Zunächst besteht keinerlei ursächlicher Zusammenhang zwischen den aufgetretenen Rissebildungen im Mauerwerk und den Einwirkungen aus der Konstruktion des meistermäßig ausgeführten Holzdachstuhles. Die drei Turmseiten weisen im Innern tiefe, verhältnismäßig breite und hohe Nischen in jedem Turmgeschoß auf, die nach außen nur zum Teil durch Schießscharten kenntlich sind. Bei diesen Nischen handelt es sich um die Schießkammern für Armbrust- und Bogenschützen. In der vierten Turmseite befinden sich keinerlei Nischen. Eine nennenswerte aussteifende Wirkung des Turmes durch die Balkenlagen der sechs Zwischendecken kann keinesfalls vorausgesetzt werden. Im Turm wurden bis zu 5 cm weit klaffende, auf die gesamte Turmhöhe durchlaufende Rissebildungen im Zuge der übereinanderliegenden Nischen an drei Seiten festgestellt. An den Turmaußenseiten sind diese Rissebildungen nur z. T. und mit geringen Spaltweiten sichtbar, woraus gefolgert werden darf, daß es sich um sehr alte Schäden handelt, die bei Ergänzungen des Außenputzes überdeckt worden sind. Die vierte, nischenlose Turmseite weist keinerlei Risse auf. Die Rissebildungen wurden seit 1932 verfolgt. Damals und auch 1939 wurden über eine Anzahl Risse Gipsbänder gezogen, die zum großen Teil gerissen sind! Doch ist die Spaltbreite der Risse in den Gipsbändern gering (zwischen 1 bis 3 mm). Wenn die Standsicherheit des Turmmauerwerks nur nach dem derzeitigen Zustand dieser Gipsbänder zu beurteilen wäre, dann könnte eine Gefährdung durchaus nicht unmittelbar gefolgert werden. Doch muß wohl nach den seit Kriegsende gemachten Beobachtungen über das Weiterwandern der Risse die Ursache in den Sprengungen der Brücke und ihrer Pfeiler im Flußbett gesucht werden.

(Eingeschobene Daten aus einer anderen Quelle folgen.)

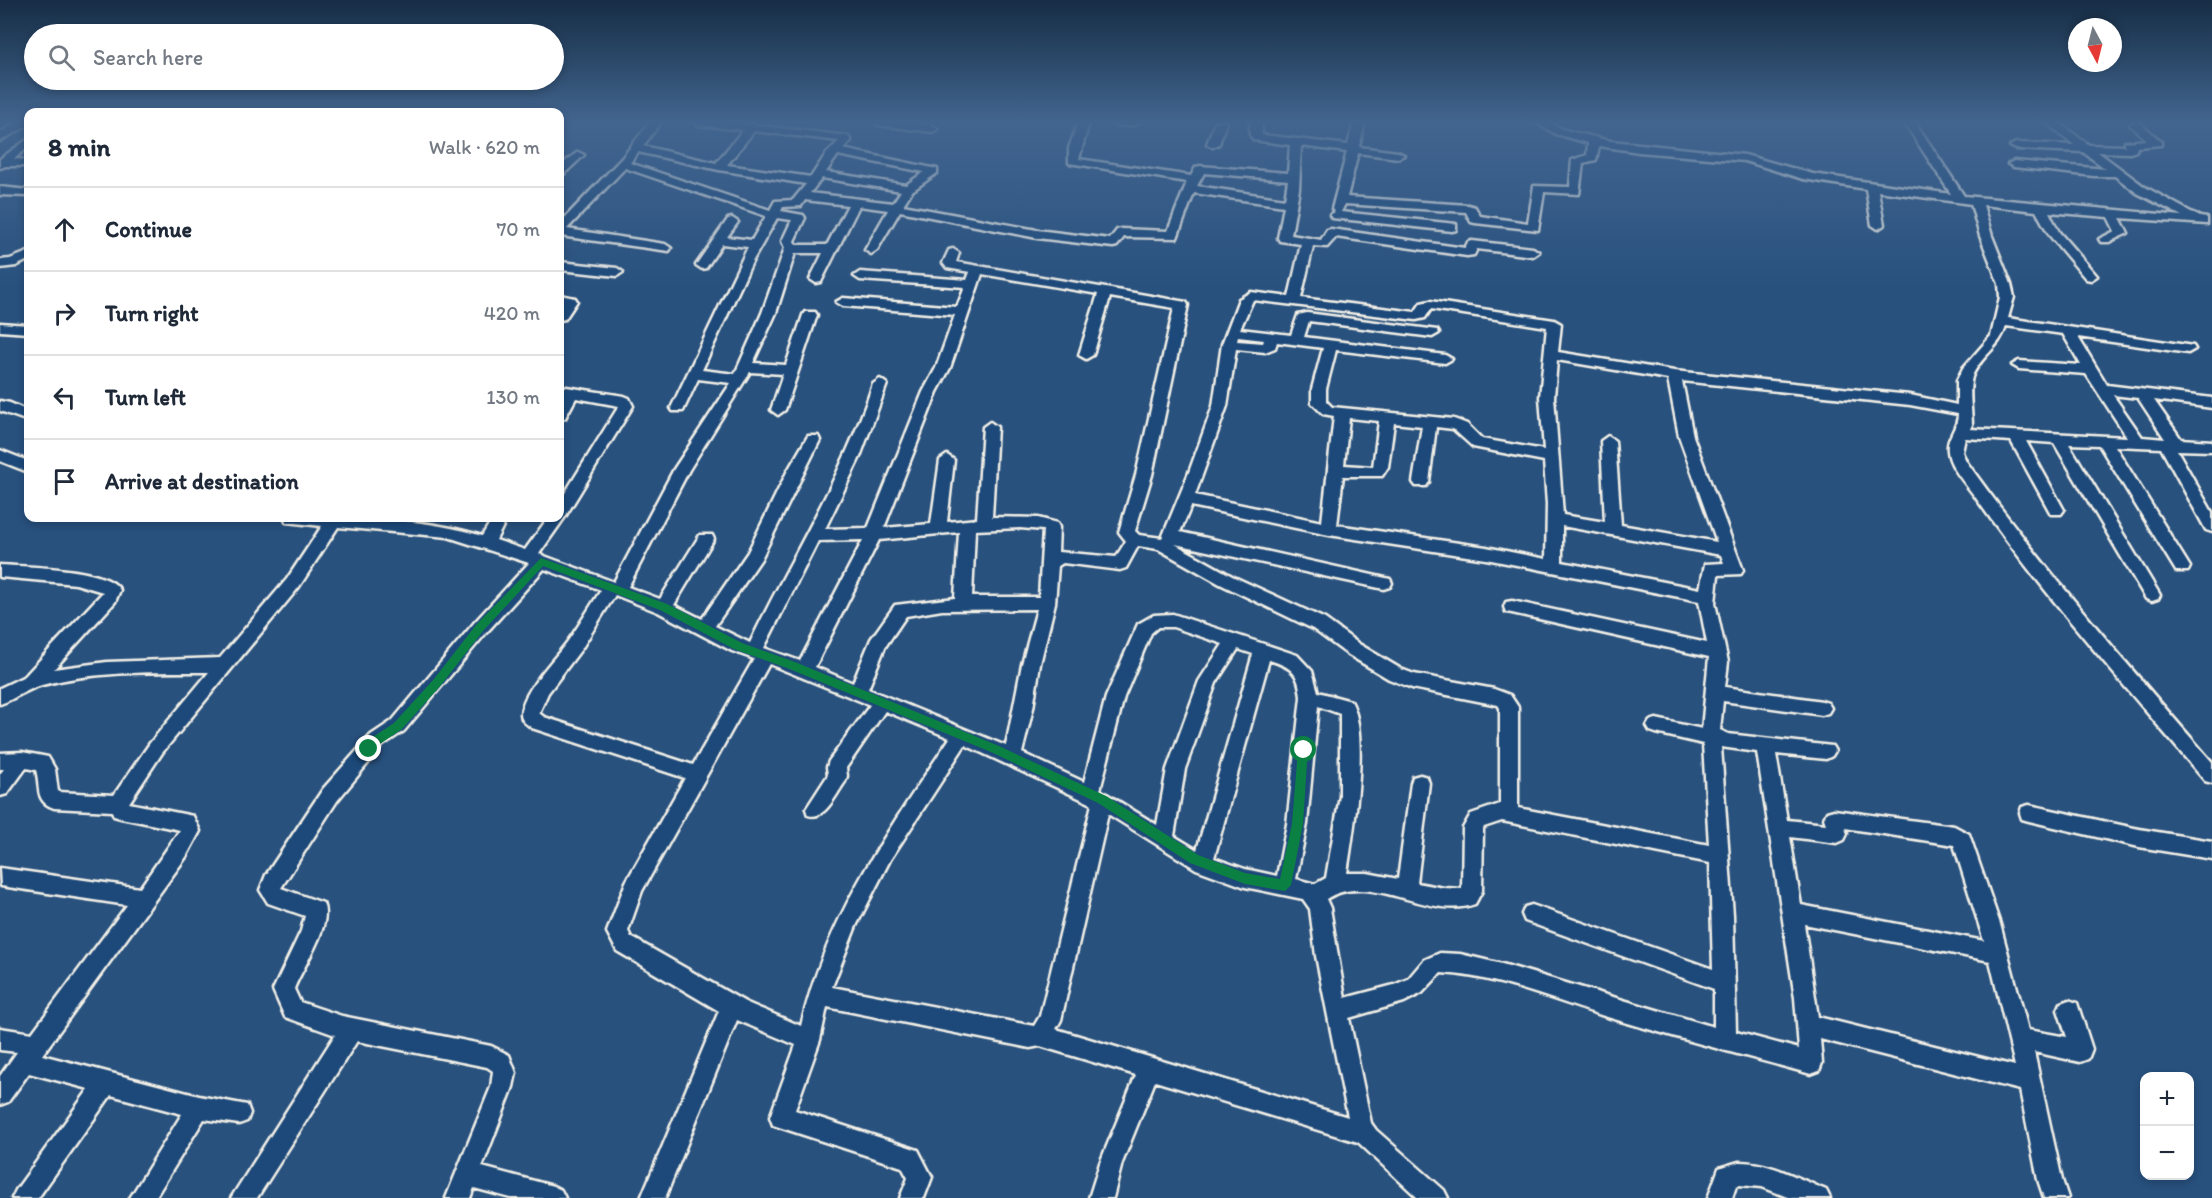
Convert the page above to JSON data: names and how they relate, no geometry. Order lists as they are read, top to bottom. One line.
{"north":"bottom","page":{"search":"Search here","heading":["8 min","Walk · 620 m"],"list":[["Continue","70 m"],["Turn right","420 m"],["Turn left","130 m"],"Arrive at destination"],"map_buttons":["+","−"]}}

Die Rissebildung in den drei mit Nischen versehenen Turmseiten ist auf die Schwächung des Turmmauerwerks durch eben diese Nischen zurückzuführen. Man muß sich den 21 m hohen Turmschaft als ein viereckiges Rohr mit 1,00 m starken Wandungen vorstellen, von denen drei Seiten jeweils in der Mitte praktisch auf die gesamte Höhe aufgeschlitzt sind. Wenn auch eine Rissebildung im Zuge der übereinanderliegenden Nischen potentiell eintreten konnte, so bleibt dennoch die Frage nach der eigentlichen Entstehungsursache offen, und diese ist höchstwahrscheinlich in der Absenkung des Grundwasserspiegels und einer überhöhten Bodenpressung zu suchen. Die statischen Untersuchungen des derzeitigen Zustandes, bei welchen von der Voraussetzung ausgegangen wurde, daß eine Gebäudeecke sich durch die in den Nischen entstandenen Risse aus dem Gesamtverband des Bauwerks herausgelöst hat, zeitigten das Ergebnis, daß bei starkem Sturm im ungünstigsten Falle Mauerwerkspressungen von 10 kg / qcm in Höhe Oberkante Torbogen und von 12 kg/qcm in Höhe des Straßenniveaus auftreten, was bei weitem die nach heutigen Begriffen zulässigen Spannungen überschreitet!

Wenn auch das Ergebnis dieser Untersuchungen noch nicht eine unmittelbare Gefahr für die Standsicherheit des Turmes bedeutet, so ist doch eine sehr beträchtliche Gefährdung vorhanden, die im Laufe der Jahre dauernd zunehmen dürfte. Als Sicherungsmaßnahme wird ein Stahlbeton-Ringankersystem in Vorschlag gebracht, das in drei Höhenlagen jeweils unmittelbar oberhalb der Balkenlagen der Zwischendecken einzubauen wäre. Die Anker, welche bündig mit den Innenseiten des Turmmauerwerks einzufügen wären, würden nur in den Nischen als Tritte sichtbar sein, im übrigen aber überhaupt nicht in Erscheinung kommen, was vor allem für das Äußere des Turmes aus denkmalpflegerischen Gründen sehr wesentlich ist. Zur Überprüfung der Zweckmäßigkeit dieser Maßnahme wurde der Zustand des Turmes bei Annahme der eingebauten Stahlbetonanker nochmals statisch untersucht. Auch bei stärkstem Sturm dürften die ungünstigsten Mauerpressungen nur noch einen Wert von ca. 6 kg /qcm erreichen, was bei dem derzeitigen Zustand des Turmmauerwerks durchaus vertretbar ist.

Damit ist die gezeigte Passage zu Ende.